Another week, another hamlet – only this one's of the village variety. There is, however, something very rotten beneath its still and sleepy surface – and I don't just mean the dead sheep dredged from the local pond. Belgian collective FC Bergman's surreal portrait of small-town life shows us the carrion carrying on behind closed doors. If the place looks picture-postcard pretty, the people that live there are anything but.
Onstage, six little wooden shacks sit in a circle surrounded by fir trees. Autumn leaves litter the ground between them and a solitary angler perches at the pond, roll-up on the go, waiting for a bite that never comes. All is quiet, all is calm. Birds chirrup and leaves rustle. It's an image of rustic idyll: Mitteleuropa in all its natural glory.
Indoors, however, it's a grim tale and a half. As a camera pans around the outside of the stage, going round the houses on a dolly track, it gives us a glimpse inside those six wooden shacks and in private, the townsfolk are pretty grotesque.
There's the family of four watching their mother feast alone, and a clot of beer-swilling men chucking darts. A mother insistently teaches her daughter piano as, across town, a teenage boy blows a model village up with bangers. Next door: a couple – her on the bog, him fondling his limp dick on the telephone. Outside, meanwhile, the fisherman fishes.
With each camera lap, these six stories move on a notch – the effect somewhere between stop-motion and a zoetrope – and, slowly, spiral off into surrealism. Mum munches through the table and the boozers turn to William Tell tricks, before respawning as seagulls. The sexless couple birth conches to revive their marriage.

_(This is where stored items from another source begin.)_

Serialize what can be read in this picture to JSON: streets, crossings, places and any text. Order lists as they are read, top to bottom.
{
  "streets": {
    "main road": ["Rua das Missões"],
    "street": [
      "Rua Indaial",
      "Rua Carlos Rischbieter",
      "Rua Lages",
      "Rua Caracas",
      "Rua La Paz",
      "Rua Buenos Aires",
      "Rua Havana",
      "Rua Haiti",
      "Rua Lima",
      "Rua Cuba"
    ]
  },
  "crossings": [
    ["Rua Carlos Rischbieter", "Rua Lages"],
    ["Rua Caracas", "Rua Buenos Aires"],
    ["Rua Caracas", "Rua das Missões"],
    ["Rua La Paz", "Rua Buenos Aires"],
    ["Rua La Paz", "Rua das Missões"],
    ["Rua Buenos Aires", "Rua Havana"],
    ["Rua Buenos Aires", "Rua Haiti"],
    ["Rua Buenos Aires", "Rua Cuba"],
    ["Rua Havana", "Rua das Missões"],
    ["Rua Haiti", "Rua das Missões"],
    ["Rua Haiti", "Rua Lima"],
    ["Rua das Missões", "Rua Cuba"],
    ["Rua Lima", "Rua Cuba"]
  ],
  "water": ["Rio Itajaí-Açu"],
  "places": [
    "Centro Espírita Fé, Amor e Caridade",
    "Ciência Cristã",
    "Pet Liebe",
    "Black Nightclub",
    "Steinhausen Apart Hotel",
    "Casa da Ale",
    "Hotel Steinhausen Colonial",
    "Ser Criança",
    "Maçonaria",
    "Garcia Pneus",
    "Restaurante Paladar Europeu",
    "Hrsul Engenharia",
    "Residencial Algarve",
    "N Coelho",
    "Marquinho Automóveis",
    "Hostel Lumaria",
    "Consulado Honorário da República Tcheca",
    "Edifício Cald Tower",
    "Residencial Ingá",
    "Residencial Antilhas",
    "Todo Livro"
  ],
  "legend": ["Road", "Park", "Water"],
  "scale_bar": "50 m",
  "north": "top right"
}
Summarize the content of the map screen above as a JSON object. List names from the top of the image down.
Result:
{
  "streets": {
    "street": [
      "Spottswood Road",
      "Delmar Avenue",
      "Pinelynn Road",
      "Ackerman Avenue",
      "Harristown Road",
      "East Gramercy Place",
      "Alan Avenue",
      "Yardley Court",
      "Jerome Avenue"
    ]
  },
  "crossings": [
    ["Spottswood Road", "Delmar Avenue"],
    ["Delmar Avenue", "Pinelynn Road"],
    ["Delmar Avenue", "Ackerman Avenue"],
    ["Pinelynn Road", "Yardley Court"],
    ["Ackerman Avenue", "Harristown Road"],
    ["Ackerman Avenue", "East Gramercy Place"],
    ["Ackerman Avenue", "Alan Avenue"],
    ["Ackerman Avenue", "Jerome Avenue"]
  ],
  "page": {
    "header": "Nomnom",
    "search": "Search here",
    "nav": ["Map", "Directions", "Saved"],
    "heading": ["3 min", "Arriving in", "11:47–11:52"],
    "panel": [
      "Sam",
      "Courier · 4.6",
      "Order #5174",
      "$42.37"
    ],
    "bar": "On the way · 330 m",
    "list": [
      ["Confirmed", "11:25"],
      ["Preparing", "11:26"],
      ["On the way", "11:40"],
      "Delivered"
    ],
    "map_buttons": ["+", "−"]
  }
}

Occasionally, some momentous event – the dredging of that dead sheep, for example – pulls them all out into public.
They're each gorgeous, strange little stories – not least the burgeoning 'verboten' romance between the town's two teenagers, who, stuck in this small town, turn their world upside down in an attempt to elope – and though they might seem plain surreal, the various villagers are all acutely observed. With each rotation, they become more familiar and, as they do, their lives fall into focus. You start to get a sense of why each is so stagnant; the pains and problems that keep them in place. The cruelty that kicks in as a result. What, you wonder, is going on in that sad fisherman's head?
With a dark, disconcerting humour – not a million miles from an art-house League of Gentleman – 300 el x 50 el x 30 el peels back the surface of rural life to both sympathise with and sneer at those that live there. It keys into the harsh headspace of isolation and the conundrum of a slow, encroaching death versus the inward-focused small-mindedness that pins people in place. Calm as it seems, this is quietly horrifying.
300 el x 50 el x 30 el runs at the Barbican Centre until 3 February.